● EXERCISE DETAILS
Print all of the data exactly, but drop the pictures.

┏━━

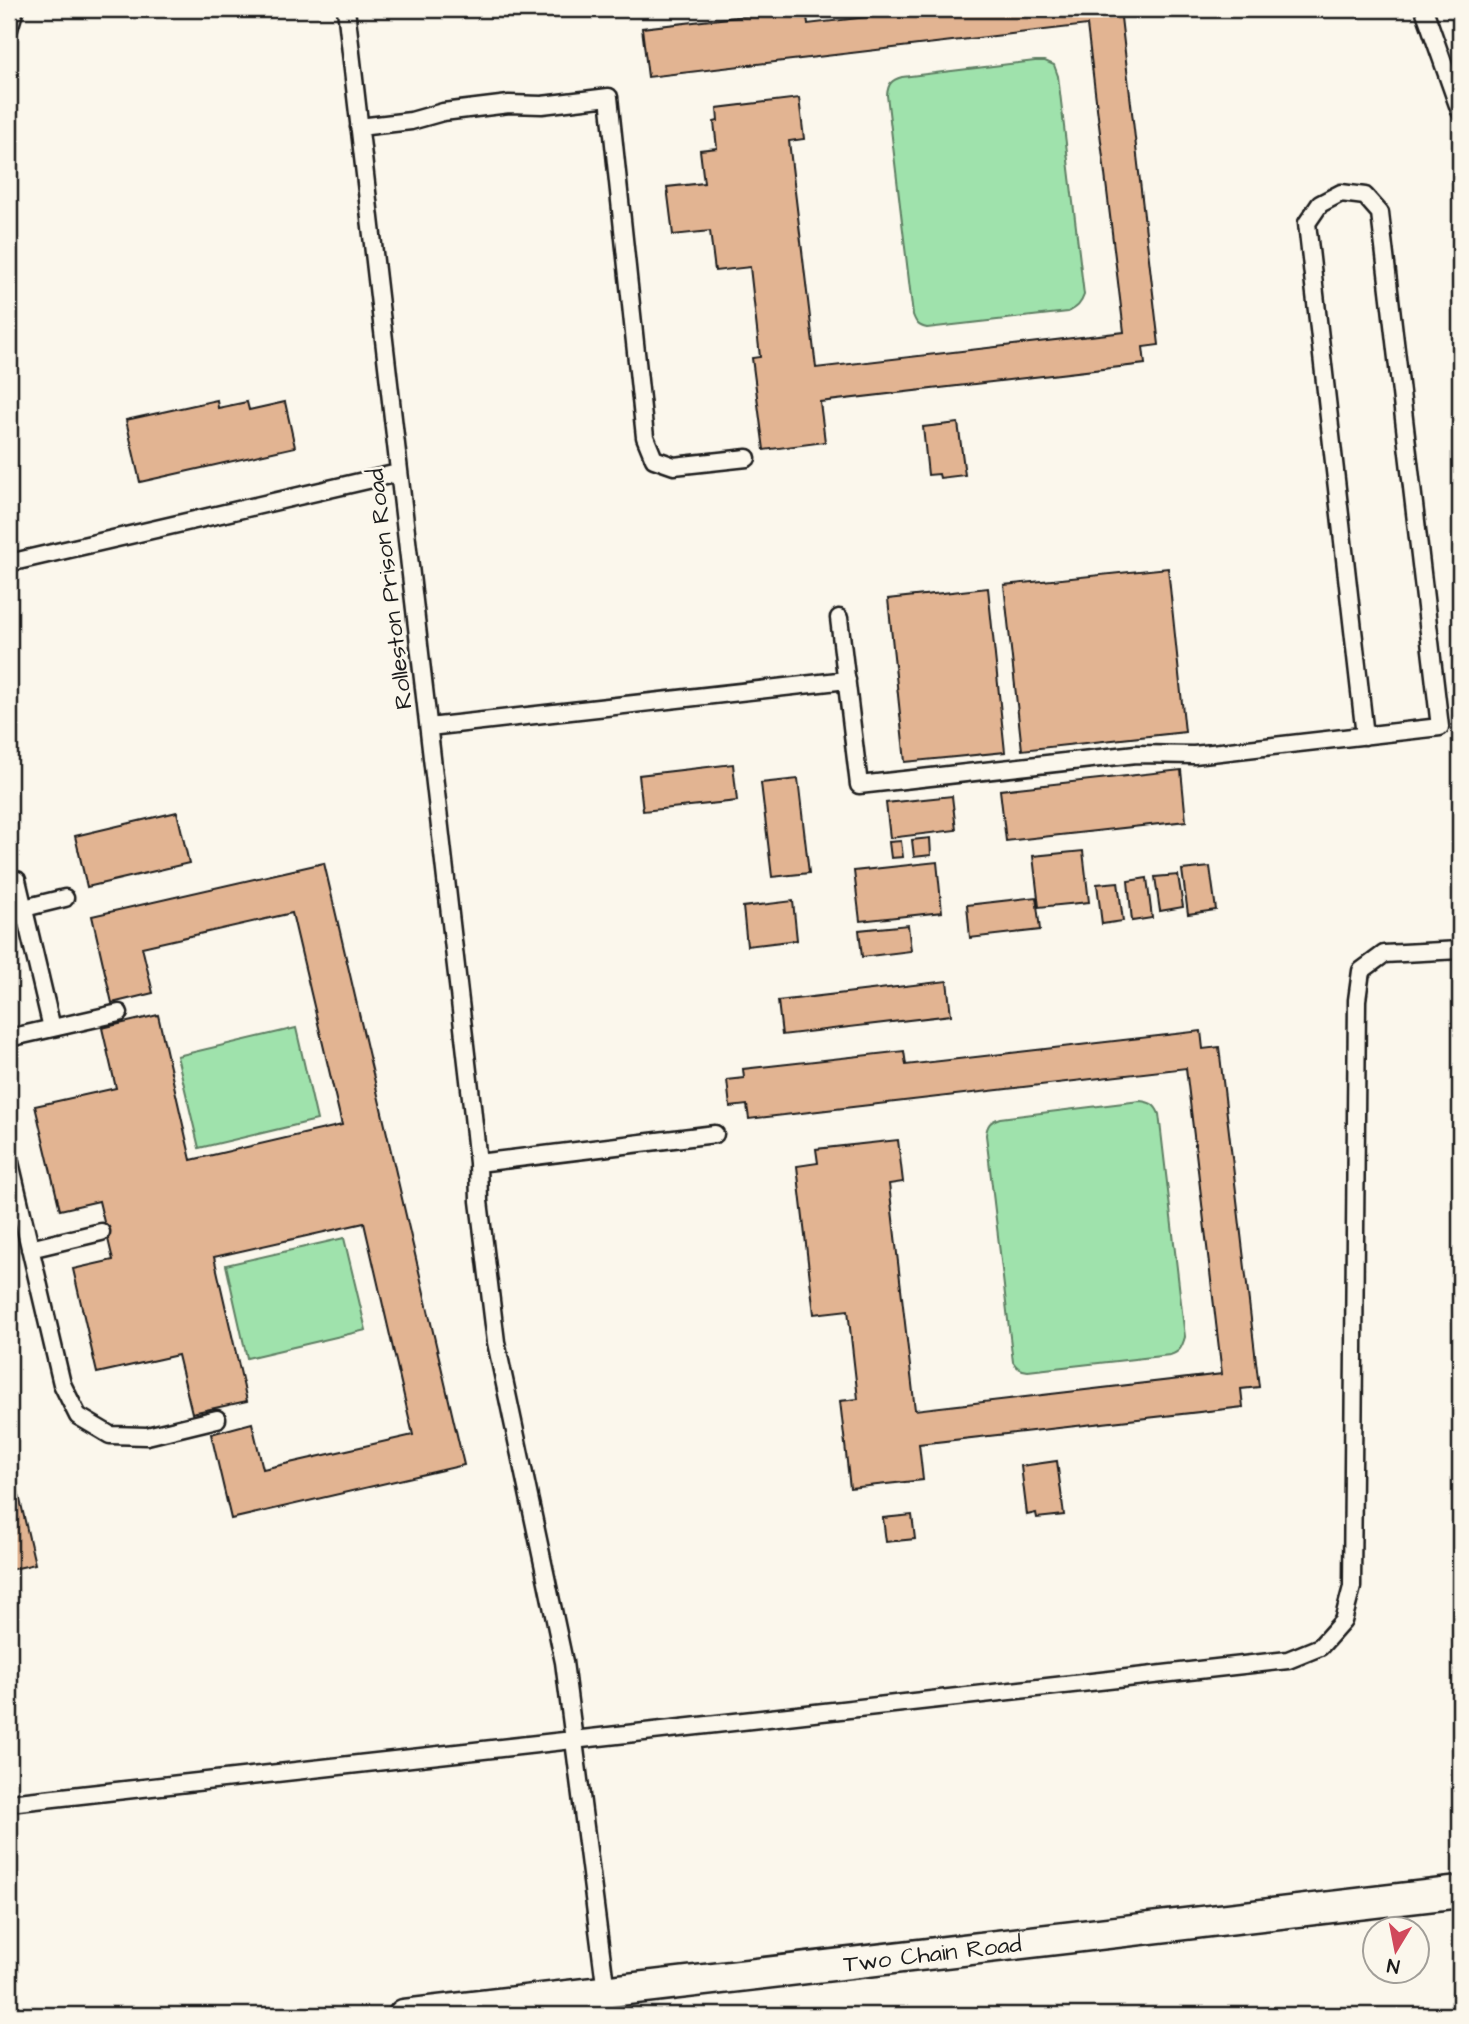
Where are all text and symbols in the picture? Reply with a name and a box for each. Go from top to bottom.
street label: Rolleston Prison Road [358,466,422,711]
north arrow [1360,1916,1430,1986]
street label: Two Chain Road [842,1927,1023,1982]
text: N [1385,1951,1402,1980]

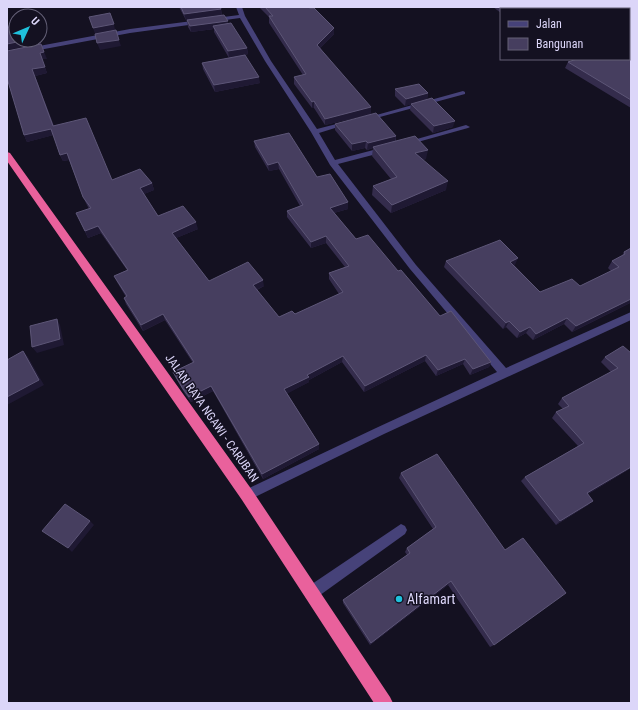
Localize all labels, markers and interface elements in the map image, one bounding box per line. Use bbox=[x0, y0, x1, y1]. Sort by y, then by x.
north arrow bbox=[8, 8, 48, 48]
legend bbox=[500, 8, 630, 60]
text: U bbox=[28, 15, 42, 28]
text: Jalan bbox=[536, 17, 562, 31]
text: Bangunan bbox=[536, 37, 583, 51]
street label: JALAN RAYA NGAWI - CARUBAN bbox=[162, 351, 262, 485]
place label: Alfamart bbox=[407, 591, 455, 607]
marker: Alfamart bbox=[394, 594, 404, 604]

┗━━

● RESULT OF THE EXERCISE
Where are all text and symbols in the picture? Reply with a name and a box for each. Go from top to bottom.
street label: Rolleston Prison Road [358,466,422,711]
north arrow [1360,1916,1430,1986]
street label: Two Chain Road [842,1927,1023,1982]
text: N [1385,1951,1402,1980]

Localize all labels, markers and interface elements in the map image, one bounding box per line. Use bbox=[x0, y0, x1, y1]. Sort by y, then by x.
north arrow bbox=[8, 8, 48, 48]
legend bbox=[500, 8, 630, 60]
text: U bbox=[28, 15, 42, 28]
text: Jalan bbox=[536, 17, 562, 31]
text: Bangunan bbox=[536, 37, 583, 51]
street label: JALAN RAYA NGAWI - CARUBAN bbox=[162, 351, 262, 485]
place label: Alfamart bbox=[407, 591, 455, 607]
marker: Alfamart bbox=[394, 594, 404, 604]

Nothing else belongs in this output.